When a built-in type like dict is defined in C, pointers to its C implementation functions are hard-coded into slots in the type object. In order to make each appear as a method to Python, a descriptor is created when building the type that delegates to the slot (so sq_contains generates a descriptor __contains__ in the dictionary of the type.
Conversely, if in a sub-class you define __contains__, then the type builder will insert a function pointer in the slot of the new type that arranges a call to __contains__. This will overwrite whatever was in the slot.In a C implementation, you can also define methods (by creating a PyMethodDef the tp_methods table) that become descriptors in the dictionary of the type. You would not normally define both a C function to place in the slot *and* the corresponding method via a PyMethodDef. If you do, the version from the dictionary of the type will win the slot, *unless* you mark the method definition (in its PyMethodDef) as METH_COEXIST.

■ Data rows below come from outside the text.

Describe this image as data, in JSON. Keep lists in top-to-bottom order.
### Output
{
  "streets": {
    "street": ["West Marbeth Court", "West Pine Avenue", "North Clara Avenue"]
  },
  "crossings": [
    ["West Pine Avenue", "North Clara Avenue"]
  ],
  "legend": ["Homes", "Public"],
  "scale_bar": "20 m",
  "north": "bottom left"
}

This exception is used in the special case of dict (and hardly
anywhere else but set I think). I assume this is because some
important code calls __contains__ via the descriptor, rather than
via the slot (which would be quicker), and because an explicit
definition is faster than a descriptor created automatically to
wrap the slot.
Now, when you create a sub-class, the table of slots is copied
first, then the type is checked for definitions of special
methods, and these are allowed to overwrite the slot, unless they
are slot wrappers on the same function pointer the slot already
contains. I think at this point the slot is re-written to contain
a wrapper on __contains__, which has been inherited from
dict.__contains__, because it isn't a *slot wrapper* on the same
function. For example:
>>> dict.__contains__
>>> class S(str): pass
<method '__contains__' of 'dict' objects>
>>> str.__contains__
<slot wrapper '__contains__' of 'str' objects>
>>> S.__contains__
<slot wrapper '__contains__' of 'str' objects>
>>> D.__contains__
<method '__contains__' of 'dict' objects>
I think that when filling the slots of a sub-class, one could
check for the METH_COEXIST flag at the point one checks to see
whether the definition from look-up on the type is a
PyWrapperDescr on the same pointer. One might have to know that
the slot and descriptor come from the same base. I'm not
suggesting this would be worthwhile.
FYI, in the approach I am toying with, the slot wrapper
descriptor is always created from the function definition, then
the slot is filled from the available definitions by lookup.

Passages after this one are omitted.